Table of Contents
Fetching ...

SA-Occ: Satellite-Assisted 3D Occupancy Prediction in Real World

Chen Chen, Zhirui Wang, Taowei Sheng, Yi Jiang, Yundu Li, Peirui Cheng, Luning Zhang, Kaiqiang Chen, Yanfeng Hu, Xue Yang, Xian Sun

TL;DR

This work tackles the limitations of street-view-only 3D occupancy prediction by integrating satellite imagery aligned via GPS/IMU poses. The authors introduce SA-Occ, featuring a Satellite BEV branch with 3D-Proj Guidance, a Street BEV branch with Uniform Sampling Alignment, and a Dynamic-Decoupling Fusion module to handle temporal asynchrony and dynamic objects. They also curate the Occ3D-NuScenes Extension Dataset to enable real-time satellite-street cross-view evaluation.
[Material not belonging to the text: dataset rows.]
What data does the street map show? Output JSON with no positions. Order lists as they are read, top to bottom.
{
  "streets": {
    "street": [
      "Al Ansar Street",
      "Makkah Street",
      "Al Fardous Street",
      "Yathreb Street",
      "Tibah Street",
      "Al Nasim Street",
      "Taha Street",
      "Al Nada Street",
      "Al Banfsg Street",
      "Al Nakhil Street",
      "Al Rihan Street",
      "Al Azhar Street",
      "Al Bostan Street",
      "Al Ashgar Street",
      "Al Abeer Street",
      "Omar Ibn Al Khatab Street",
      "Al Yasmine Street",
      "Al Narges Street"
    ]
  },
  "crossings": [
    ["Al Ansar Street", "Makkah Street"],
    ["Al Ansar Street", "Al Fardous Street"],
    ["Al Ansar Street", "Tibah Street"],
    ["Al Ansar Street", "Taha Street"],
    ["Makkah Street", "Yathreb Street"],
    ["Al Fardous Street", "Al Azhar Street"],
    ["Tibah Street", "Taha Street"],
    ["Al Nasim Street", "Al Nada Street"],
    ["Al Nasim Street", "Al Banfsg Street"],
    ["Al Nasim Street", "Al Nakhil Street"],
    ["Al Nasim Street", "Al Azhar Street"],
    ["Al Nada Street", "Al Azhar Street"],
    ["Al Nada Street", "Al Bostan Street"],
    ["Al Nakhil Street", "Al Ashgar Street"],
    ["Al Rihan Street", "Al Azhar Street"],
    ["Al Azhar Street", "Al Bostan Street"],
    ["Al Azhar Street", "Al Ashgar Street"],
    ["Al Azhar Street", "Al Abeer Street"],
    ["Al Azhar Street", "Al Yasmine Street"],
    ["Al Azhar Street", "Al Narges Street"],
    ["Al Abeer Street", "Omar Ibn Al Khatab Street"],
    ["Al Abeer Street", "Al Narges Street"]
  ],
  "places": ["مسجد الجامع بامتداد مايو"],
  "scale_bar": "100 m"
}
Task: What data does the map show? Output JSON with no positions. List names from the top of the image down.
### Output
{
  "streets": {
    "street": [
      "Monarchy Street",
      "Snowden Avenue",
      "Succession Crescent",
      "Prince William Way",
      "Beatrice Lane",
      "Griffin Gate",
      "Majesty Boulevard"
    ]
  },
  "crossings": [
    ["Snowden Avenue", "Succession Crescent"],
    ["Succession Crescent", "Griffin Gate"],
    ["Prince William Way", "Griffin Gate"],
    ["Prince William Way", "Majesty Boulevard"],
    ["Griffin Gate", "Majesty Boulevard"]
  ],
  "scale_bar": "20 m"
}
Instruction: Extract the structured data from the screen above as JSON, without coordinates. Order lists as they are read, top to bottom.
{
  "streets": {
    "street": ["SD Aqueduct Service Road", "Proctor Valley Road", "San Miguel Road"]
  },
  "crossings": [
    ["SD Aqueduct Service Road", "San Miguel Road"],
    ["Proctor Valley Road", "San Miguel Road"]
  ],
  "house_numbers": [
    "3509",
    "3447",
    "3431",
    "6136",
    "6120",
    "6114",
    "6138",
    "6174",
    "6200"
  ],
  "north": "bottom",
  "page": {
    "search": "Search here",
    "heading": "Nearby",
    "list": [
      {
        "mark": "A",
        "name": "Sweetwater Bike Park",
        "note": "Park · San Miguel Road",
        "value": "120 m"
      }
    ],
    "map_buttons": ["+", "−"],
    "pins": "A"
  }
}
Empirically, SA-Occ achieves a new state-of-the-art $mIoU$ of $39.05\%$ for single-frame input with only a small latency increase ($6.93$ ms), demonstrating the practical value of satellite-aware cross-view perception for autonomous driving.

Abstract

Existing vision-based 3D occupancy prediction methods are inherently limited in accuracy due to their exclusive reliance on street-view imagery, neglecting the potential benefits of incorporating satellite views. We propose SA-Occ, the first Satellite-Assisted 3D occupancy prediction model, which leverages GPS & IMU to integrate historical yet readily available satellite imagery into real-time applications, effectively mitigating limitations of ego-vehicle perceptions, involving occlusions and degraded performance in distant regions. To address the core challenges of cross-view perception, we propose: 1) Dynamic-Decoupling Fusion, which resolves inconsistencies in dynamic regions caused by the temporal asynchrony between satellite and street views; 2) 3D-Proj Guidance, a module that enhances 3D feature extraction from inherently 2D satellite imagery; and 3) Uniform Sampling Alignment, which aligns the sampling density between street and satellite views. Evaluated on Occ3D-nuScenes, SA-Occ achieves state-of-the-art performance, especially among single-frame methods, with a 39.05% mIoU (a 6.97% improvement), while incurring only 6.93 ms of additional latency per frame. Our code and newly curated dataset are available at https://github.com/chenchen235/SA-Occ.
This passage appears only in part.